WHAT THE EXERCISE ASKS: The answer must be every line of the data that holds the word "place".

Stored data entries:
*** Begin section ***
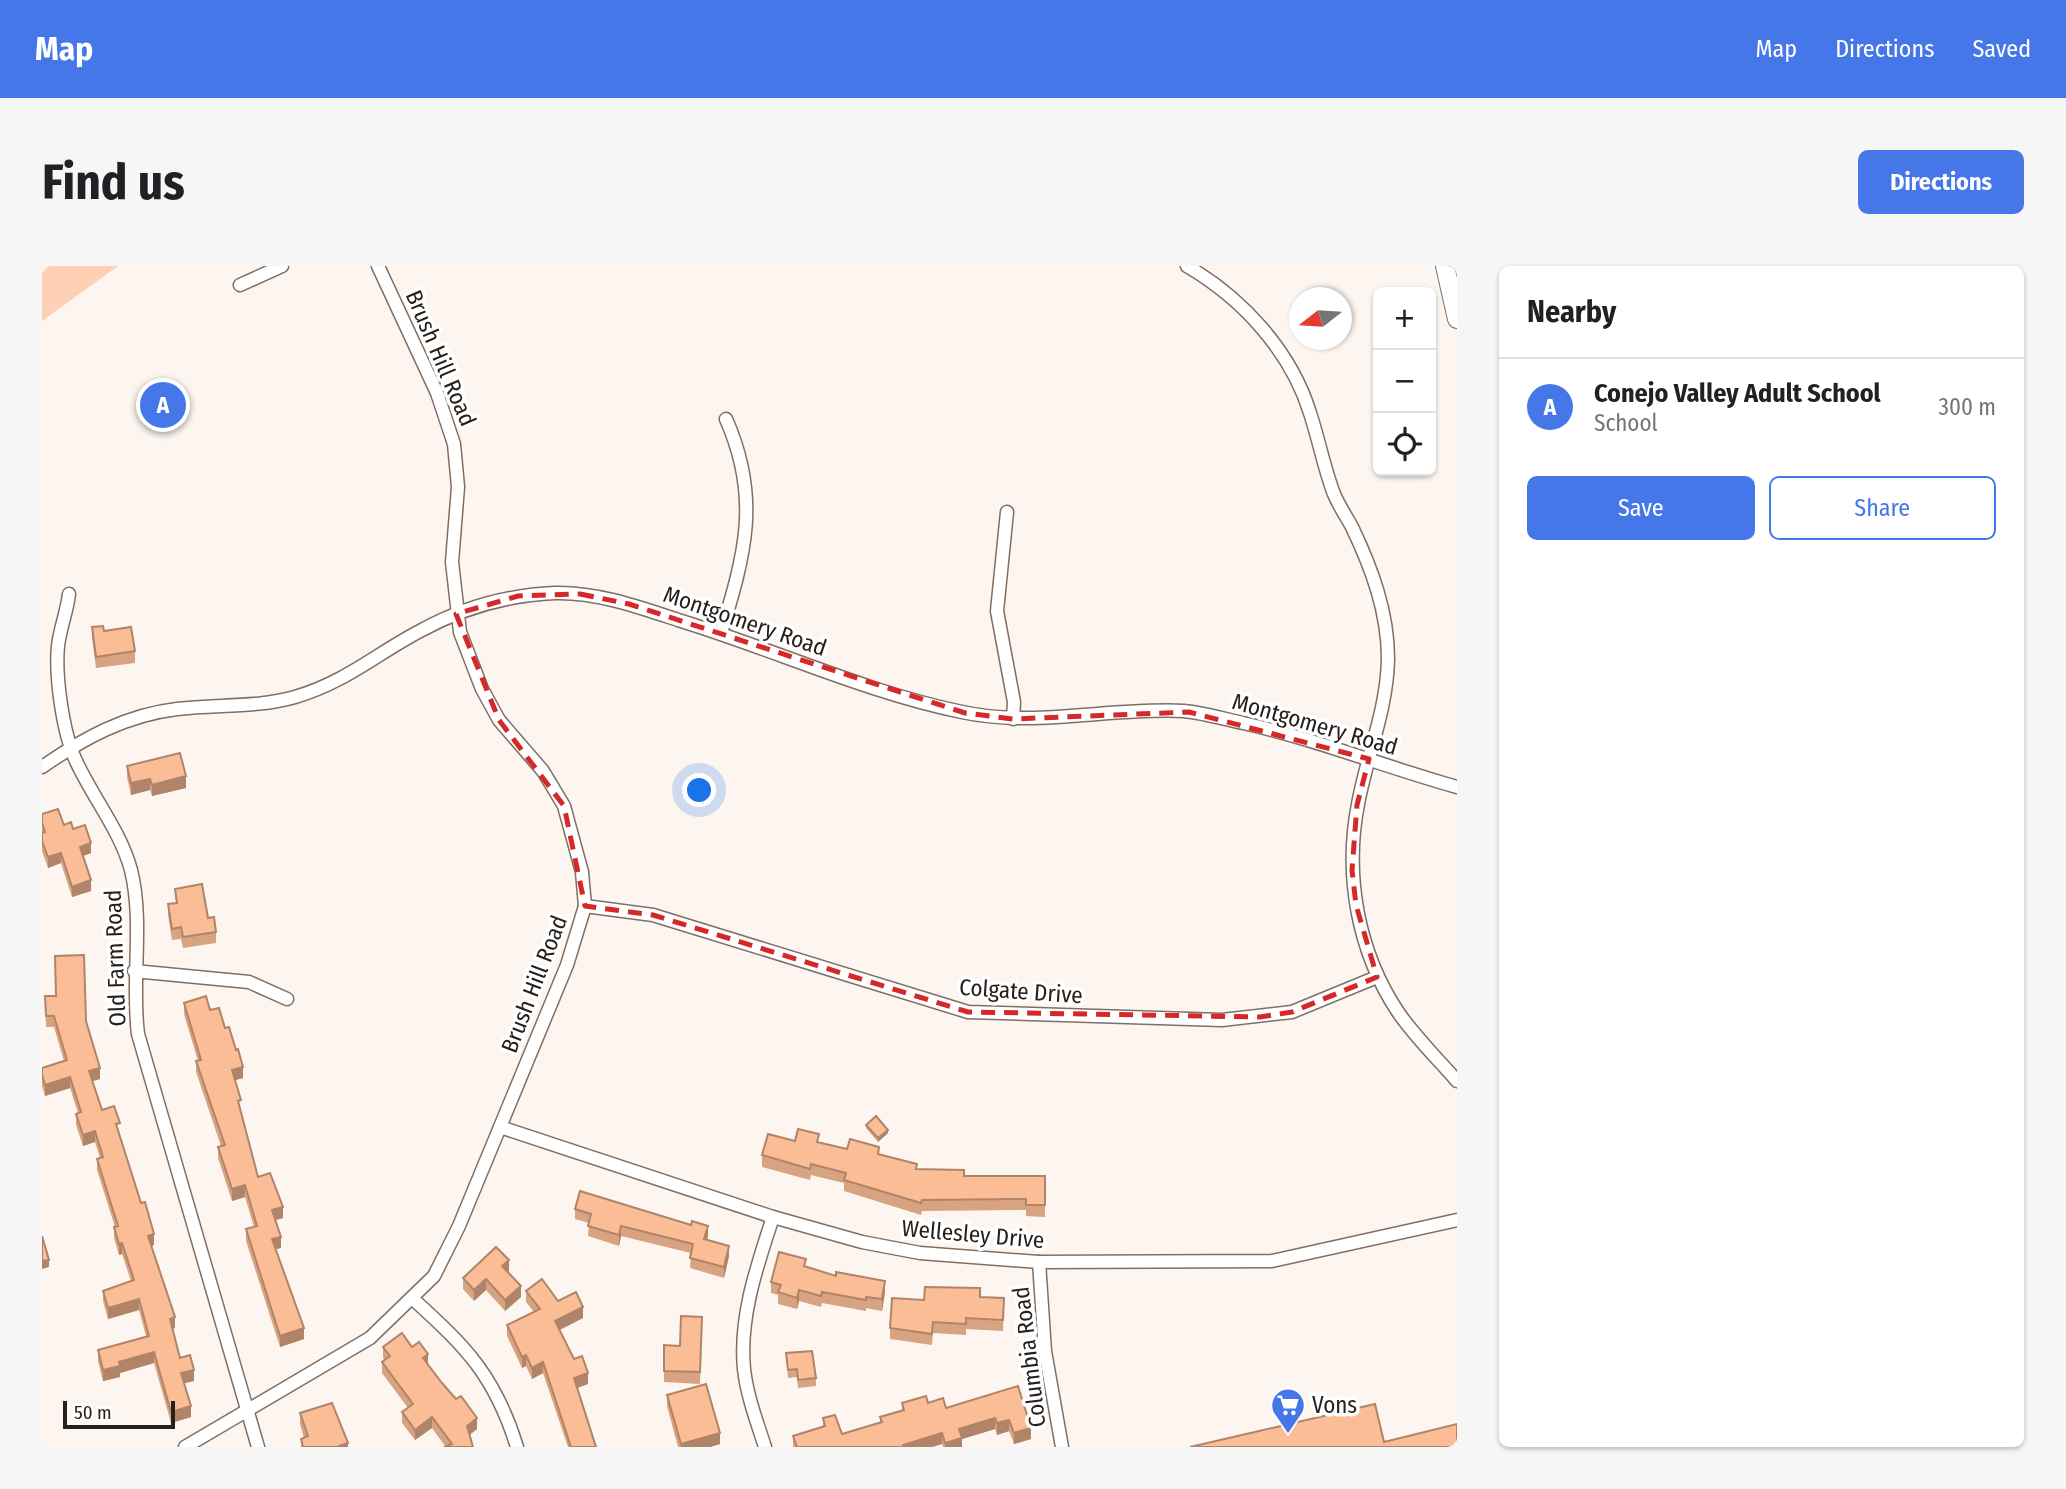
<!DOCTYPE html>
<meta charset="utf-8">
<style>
:root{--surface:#fff;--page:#f6f6f6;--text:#202124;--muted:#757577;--line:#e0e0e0;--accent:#4577e9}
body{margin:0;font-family:"Fira Sans Condensed",sans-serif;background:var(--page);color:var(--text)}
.controls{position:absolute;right:21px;top:21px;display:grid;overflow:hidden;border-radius:10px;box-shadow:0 2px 5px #0004}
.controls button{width:63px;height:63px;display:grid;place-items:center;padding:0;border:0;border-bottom:2px solid var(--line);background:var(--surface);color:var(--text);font:35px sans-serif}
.compass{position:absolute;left:1247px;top:21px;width:63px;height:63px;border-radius:50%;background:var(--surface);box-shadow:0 2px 5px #0004;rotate:253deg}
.scale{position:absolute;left:21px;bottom:18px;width:112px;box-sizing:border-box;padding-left:7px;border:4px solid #26201c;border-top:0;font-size:19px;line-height:24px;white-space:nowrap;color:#26201c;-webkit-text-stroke:5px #fff;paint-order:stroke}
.you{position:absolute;left:658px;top:525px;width:24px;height:24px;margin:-18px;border:5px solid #fff;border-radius:50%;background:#1a73e8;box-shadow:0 0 0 10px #1a73e833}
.badge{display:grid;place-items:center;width:46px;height:46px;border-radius:50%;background:var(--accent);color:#fff;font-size:23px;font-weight:700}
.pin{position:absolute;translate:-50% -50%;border:4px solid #fff;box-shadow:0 2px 7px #0006}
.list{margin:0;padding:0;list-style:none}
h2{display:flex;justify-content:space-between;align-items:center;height:91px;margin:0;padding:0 28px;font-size:30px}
h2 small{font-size:23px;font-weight:400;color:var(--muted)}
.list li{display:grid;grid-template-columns:46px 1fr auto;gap:21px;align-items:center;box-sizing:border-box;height:98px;padding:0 28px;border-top:2px solid var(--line)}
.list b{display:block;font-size:26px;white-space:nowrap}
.list p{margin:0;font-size:23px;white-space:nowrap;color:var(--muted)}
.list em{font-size:23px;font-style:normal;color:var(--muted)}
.actions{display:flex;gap:14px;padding:21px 28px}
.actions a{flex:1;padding:16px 0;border:2px solid var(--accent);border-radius:10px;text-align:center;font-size:24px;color:var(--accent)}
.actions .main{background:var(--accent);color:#fff}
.icon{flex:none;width:38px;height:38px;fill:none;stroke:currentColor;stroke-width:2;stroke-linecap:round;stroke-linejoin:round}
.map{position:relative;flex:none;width:1415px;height:1181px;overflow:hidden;border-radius:10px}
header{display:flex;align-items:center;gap:42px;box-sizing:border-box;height:98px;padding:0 35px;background:var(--accent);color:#fff}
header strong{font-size:33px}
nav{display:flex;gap:38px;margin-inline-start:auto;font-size:24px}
.intro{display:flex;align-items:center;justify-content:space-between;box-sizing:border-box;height:168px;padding:0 42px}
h1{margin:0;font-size:49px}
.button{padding:18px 32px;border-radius:10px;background:var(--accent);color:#fff;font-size:24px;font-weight:700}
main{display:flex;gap:42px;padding:0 42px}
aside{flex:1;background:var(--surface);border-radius:10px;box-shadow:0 2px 5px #0004}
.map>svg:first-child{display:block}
</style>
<header>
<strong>Map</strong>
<nav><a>Map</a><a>Directions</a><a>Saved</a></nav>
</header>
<div class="intro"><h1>Find us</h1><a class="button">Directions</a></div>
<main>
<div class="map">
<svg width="1415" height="1181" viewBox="0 0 1415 1181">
<rect width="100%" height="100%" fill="#fcf5f0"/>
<!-- green -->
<polygon fill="#fed1b4" points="0,0 76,0 0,55"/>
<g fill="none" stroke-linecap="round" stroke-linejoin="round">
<!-- minor casing -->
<g stroke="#7f6f65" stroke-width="15">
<g id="minor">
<path d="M1145,0C1200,32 1249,85 1268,147C1277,174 1282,202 1292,228C1297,240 1304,250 1310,261C1330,303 1346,346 1346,393C1345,444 1325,489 1316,538C1302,610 1316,686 1356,746C1373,771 1396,793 1415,815"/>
<polyline points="198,19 240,0"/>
<polyline points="965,246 955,345 972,436 971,453"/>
<path d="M27,328C25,346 18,362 16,380C13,411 21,467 34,495C51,532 78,564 89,604C102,657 89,714 96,768L216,1181"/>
<path d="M679,367C703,288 719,232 684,153"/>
<path d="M0,501C42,472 84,449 135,443C174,438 215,442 253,431C304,416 334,388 378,365C420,342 465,329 513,327C555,326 597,341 636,354C731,383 823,426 920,446C994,462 1068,441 1142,445C1162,447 1182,453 1201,457C1274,473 1343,501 1415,521"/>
<polyline points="543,640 611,649 926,746 1180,754 1250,746 1335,711"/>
<polyline points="92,705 207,716 245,733"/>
<polyline points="458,861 731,951 820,976 878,987 997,996 1230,995 1415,954"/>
<polyline points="997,996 1003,1085 1020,1181"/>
<path d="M371,1033C425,1082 453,1110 475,1181"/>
<polyline points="143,1181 328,1072 392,1010 417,960 525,699 543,640 540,606 522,540 501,505 457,454 440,423 418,366 410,296 416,221 412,178 395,127 336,0"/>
<path d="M723,1181C715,1156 705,1130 702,1103C697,1051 715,1000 731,951"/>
</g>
</g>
<!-- secondary casing -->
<g stroke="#7f6f65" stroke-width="20">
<polyline id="secondary" points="1403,0 1415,53"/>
</g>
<!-- minor -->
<use href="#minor" stroke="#fff" stroke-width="12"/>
<!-- secondary -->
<use href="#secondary" stroke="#fff" stroke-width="18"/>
</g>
<!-- wall -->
<g fill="#d8a381">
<polygon points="50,361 62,365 93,385 93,397 54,402 50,372"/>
<polygon points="85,500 144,522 110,530 108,524 89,529 85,511"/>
<polygon points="0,548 31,563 49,587 41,590 49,625 30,631 19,597 6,602 0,585"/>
<polygon points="133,623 166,652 174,666 174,677 141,682 139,673 130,674 126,649 126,638 134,637"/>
<polygon points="3,730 44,755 58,813 51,815 60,844 77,868 112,979 109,980 133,1062 130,1063 138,1092 152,1115 142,1117 149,1151 129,1157 112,1097 78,1107 78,1111 61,1115 56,1095 56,1084 104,1070 97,1044 66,1053 61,1035 61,1025 89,1015 80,988 77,989 72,972 72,961 73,961 55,904 55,893 58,892 53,876 41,880 34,859 34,848 36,847 28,822 3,830 0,820 0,802 22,795 12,761 4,761"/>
<polygon points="142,737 168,744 183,762 201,812 193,814 199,846 216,911 241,952 234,954 239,982 234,983 262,1073 238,1081 204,975 204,963 212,961 203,931 190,935 176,892 176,881 179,880 154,806 154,795 156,795 142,748"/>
<polygon points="824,859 846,867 836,876 824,862"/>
<polygon points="753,875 777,876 805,883 837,888 875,903 922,910 1003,910 1003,951 984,950 984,944 880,945 879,949 802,925 802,917 769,909 768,914 720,901 720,889"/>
<polygon points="533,943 666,970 665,974 687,990 682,1012 648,1002 649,987 579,970 577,980 546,970 547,957 533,953"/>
<polygon points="764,1001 843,1026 840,1045 824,1042 824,1045 780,1037 779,1041 757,1035 755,1043 736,1038 736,1029 729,1027 729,1016"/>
<polygon points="467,1005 466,1006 479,1031 463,1045 444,1024 432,1035 421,1023 421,1012"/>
<polygon points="484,1025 516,1035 541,1052 518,1064 532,1093 546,1118 535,1122 554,1181 526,1181 501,1107 490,1113 484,1100 480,1102 465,1070 465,1059 492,1046 484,1036"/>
<polygon points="938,1031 962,1032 961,1065 924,1063 924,1069 891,1067 890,1079 848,1073 848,1062 882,1034"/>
<polygon points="660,1051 658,1118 622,1116 622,1079 638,1080"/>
<polygon points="341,1081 370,1081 386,1099 435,1163 427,1169 431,1181 403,1180 390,1162 373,1174 360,1157 360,1146 366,1142 340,1107 340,1096 343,1094 341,1092"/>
<polygon points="744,1087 774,1112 774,1120 756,1122 755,1111 746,1112"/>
<polygon points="976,1120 989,1173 972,1178 967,1165 955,1169 953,1163 920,1173 920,1181 901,1181 900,1178 890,1181 751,1181 751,1170 781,1160 781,1152 800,1168 838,1157 838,1151 860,1145 860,1137 886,1137 904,1142"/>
<polygon points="625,1129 678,1178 668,1181 636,1181 625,1140"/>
<polygon points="258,1147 306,1181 259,1181 259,1173 262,1172 258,1158"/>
</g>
<!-- shaded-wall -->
<g fill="#b08469">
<polygon points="144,510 144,522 110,530 110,519"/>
<polygon points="108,513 108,524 89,529 89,517"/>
<polygon points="49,577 49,587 38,591 38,581"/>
<polygon points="19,587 19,597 6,602 6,591"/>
<polygon points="49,614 49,625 30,631 30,621"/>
<polygon points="201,801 201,812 190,815 190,804"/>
<polygon points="58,802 58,813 47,816 47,805"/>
<polygon points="28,811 28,822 3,830 3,819"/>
<polygon points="846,864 846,867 836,876 836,872"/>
<polygon points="53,865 53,876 41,880 41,869"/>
<polygon points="203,919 203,931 190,935 190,923"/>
<polygon points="241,941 241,952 230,955 230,944"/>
<polygon points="579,960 579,970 577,980 577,969"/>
<polygon points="666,960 666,970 662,983 662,973"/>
<polygon points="112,968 112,979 106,981 106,970"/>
<polygon points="239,971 239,982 230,984 230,973"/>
<polygon points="80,977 80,988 77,989 77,978"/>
<polygon points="687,980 687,990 682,1012 682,1001"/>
<polygon points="7,994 7,1001 0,1003 0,995"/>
<polygon points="467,994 467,1005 460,1011 460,1000"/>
<polygon points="444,1013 444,1024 432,1035 432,1024"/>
<polygon points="843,1015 843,1026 840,1045 840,1033"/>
<polygon points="479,1020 479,1031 463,1045 463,1034"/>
<polygon points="757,1024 757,1035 755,1043 755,1032"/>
<polygon points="97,1033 97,1044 66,1053 66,1042"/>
<polygon points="541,1041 541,1052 513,1066 513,1055"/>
<polygon points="133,1051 133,1062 128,1064 128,1053"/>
<polygon points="262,1062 262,1073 238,1081 238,1070"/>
<polygon points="112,1086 112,1097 78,1107 78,1111 61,1115 61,1104 77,1096"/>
<polygon points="386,1088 386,1099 381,1092"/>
<polygon points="484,1089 484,1100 480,1102 480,1091"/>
<polygon points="501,1096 501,1107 490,1113 490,1102"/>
<polygon points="152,1104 152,1115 139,1118 139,1107"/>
<polygon points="546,1107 546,1118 532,1123 532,1112"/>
<polygon points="149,1140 149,1151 129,1157 129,1146"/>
<polygon points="390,1151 390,1162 373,1174 373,1164"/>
<polygon points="435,1152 435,1163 425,1171 425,1160"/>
<polygon points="953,1152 953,1163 920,1173 920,1181 903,1181 903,1177 917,1163"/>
<polygon points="967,1154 967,1165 955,1169 955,1157"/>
<polygon points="989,1162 989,1173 972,1178 972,1167"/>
<polygon points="678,1167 678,1178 668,1181 639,1181 639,1178"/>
<polygon points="900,1167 900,1178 890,1181 861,1181 861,1179"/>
<polygon points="306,1177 306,1181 297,1181 297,1180"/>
</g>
<!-- building -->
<g fill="#fbbd96" stroke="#b08469" stroke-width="2">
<polygon points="61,360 62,365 89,361 93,385 54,391 50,361"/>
<polygon points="138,487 144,510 110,519 108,513 89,517 85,500"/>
<polygon points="16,543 22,559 29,556 31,563 43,559 49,577 38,581 49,614 30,621 19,587 6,591 0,575 0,567 3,566 0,556 0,548"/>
<polygon points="160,618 166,652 172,651 174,666 141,671 139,661 130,663 126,638 135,637 133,623"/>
<polygon points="42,689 44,755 58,802 47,805 60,844 72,840 78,857 74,858 99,937 103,936 112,968 106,970 133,1051 128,1053 138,1092 148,1089 152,1104 139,1107 149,1140 129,1146 112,1086 77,1096 78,1100 61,1104 56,1084 107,1070 97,1033 66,1042 61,1025 92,1014 80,977 77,978 72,961 76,960 55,893 61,891 53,865 41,869 34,848 39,846 28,811 3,819 0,809 0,802 25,794 12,750 4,750 3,730 14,730 13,690"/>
<polygon points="164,730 168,744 177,742 183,762 187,761 194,784 196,783 201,801 190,804 199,834 196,835 216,911 228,907 241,941 230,944 239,971 230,973 262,1062 238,1070 204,963 215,960 203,919 190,923 176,881 183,879 154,795 159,794 142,737"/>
<polygon points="834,850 846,864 836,872 824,859"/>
<polygon points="756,863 777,868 775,876 805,883 808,873 837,881 836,888 875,898 874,903 922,904 922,910 1003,910 1003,939 984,939 984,933 880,934 879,937 802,914 804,907 769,898 768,903 720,889 726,868 753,875"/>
<polygon points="538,925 649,959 650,955 666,960 662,973 687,980 682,1001 648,992 651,978 579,960 577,969 546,960 549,948 533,943"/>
<polygon points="0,970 7,994 0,995"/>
<polygon points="454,981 467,994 460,1000 479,1020 463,1034 444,1013 432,1024 421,1012"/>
<polygon points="737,986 764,993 762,1000 794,1010 794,1006 843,1015 840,1033 824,1031 824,1034 780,1026 779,1030 757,1024 755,1032 736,1026 739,1019 729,1016"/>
<polygon points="500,1013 516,1035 534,1026 541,1041 513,1055 532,1093 540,1090 546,1107 532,1112 554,1181 529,1181 501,1096 490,1102 484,1089 480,1091 465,1059 498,1043 484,1025"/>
<polygon points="883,1021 938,1022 938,1031 962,1032 961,1054 924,1052 924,1058 891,1056 890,1068 848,1062 850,1032 882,1034"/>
<polygon points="639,1050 660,1051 658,1106 622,1105 622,1079 638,1080"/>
<polygon points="360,1067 370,1081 377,1076 386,1088 381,1092 400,1117 414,1133 419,1130 435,1152 425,1160 431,1181 402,1181 410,1178 390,1151 373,1164 360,1146 371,1138 340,1096 348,1090 341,1081"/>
<polygon points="770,1085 774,1112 756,1114 755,1103 746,1104 744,1087"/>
<polygon points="664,1118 678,1167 639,1178 625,1129"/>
<polygon points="976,1120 989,1162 972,1167 967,1154 955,1157 953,1152 917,1163 920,1172 903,1177 900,1167 861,1179 861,1181 755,1181 751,1170 783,1160 781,1152 793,1149 800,1168 840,1156 838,1151 862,1144 860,1137 884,1130 886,1137 901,1132 904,1142"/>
<polygon points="290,1137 306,1177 297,1180 298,1181 261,1181 259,1173 266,1170 258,1147"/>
<polygon points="1333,1138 1342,1176 1415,1158 1415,1181 1148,1181"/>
</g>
<!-- marked area -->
<path fill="none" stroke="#d62828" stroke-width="5" stroke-dasharray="14 9" stroke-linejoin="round" d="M538,328L587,338L923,447L971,453L1147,446L1327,493L1315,539L1310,604L1314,639L1335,711L1250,746L1218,751L926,746L611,649L543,640L522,540L457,454L414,348L476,330Z"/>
<!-- icons -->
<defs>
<g id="supermarket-pin" transform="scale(1.75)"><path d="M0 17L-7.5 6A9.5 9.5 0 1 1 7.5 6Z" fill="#4577e9" stroke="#fff"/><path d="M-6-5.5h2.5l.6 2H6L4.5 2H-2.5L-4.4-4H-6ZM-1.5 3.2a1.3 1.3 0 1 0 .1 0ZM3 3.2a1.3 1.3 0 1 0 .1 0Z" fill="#fff"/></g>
</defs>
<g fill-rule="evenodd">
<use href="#supermarket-pin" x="1246" y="1139"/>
</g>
<g text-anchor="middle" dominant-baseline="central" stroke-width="7" stroke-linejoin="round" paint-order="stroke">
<!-- street labels -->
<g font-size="23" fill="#26201c" stroke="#fff">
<text transform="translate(399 92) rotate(67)">Brush Hill Road</text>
<text transform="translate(703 355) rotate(19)">Montgomery Road</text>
<text transform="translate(1273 458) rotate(16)">Montgomery Road</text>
<text transform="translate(73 692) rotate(-92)">Old Farm Road</text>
<text transform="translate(492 718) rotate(-69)">Brush Hill Road</text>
<text transform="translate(979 725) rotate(4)">Colgate Drive</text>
<text transform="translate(931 968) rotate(5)">Wellesley Drive</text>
<text transform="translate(987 1091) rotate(-97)">Columbia Road</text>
</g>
<!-- poi labels -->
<g font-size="23" fill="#26201c" stroke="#fff" text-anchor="start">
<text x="1270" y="1139">Vons</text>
</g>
</g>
</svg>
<div class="controls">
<button>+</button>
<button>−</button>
<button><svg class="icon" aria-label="locate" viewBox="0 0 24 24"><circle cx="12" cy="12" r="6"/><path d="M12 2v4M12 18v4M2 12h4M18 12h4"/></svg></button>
</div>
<svg class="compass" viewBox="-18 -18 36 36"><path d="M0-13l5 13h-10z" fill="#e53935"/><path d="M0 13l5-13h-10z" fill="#757577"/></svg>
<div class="scale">50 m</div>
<div class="you"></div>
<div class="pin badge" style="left:121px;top:139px">A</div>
</div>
<aside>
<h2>Nearby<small></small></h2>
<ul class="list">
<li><span class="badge">A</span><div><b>Conejo Valley Adult School</b><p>School</p></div><em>300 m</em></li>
</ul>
<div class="actions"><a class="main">Save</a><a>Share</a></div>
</aside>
</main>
*** End section ***
TASK RESPONSE:
.controls button{width:63px;height:63px;display:grid;place-items:center;padding:0;border:0;border-bottom:2px solid var(--line);background:var(--surface);color:var(--text);font:35px sans-serif}
.badge{display:grid;place-items:center;width:46px;height:46px;border-radius:50%;background:var(--accent);color:#fff;font-size:23px;font-weight:700}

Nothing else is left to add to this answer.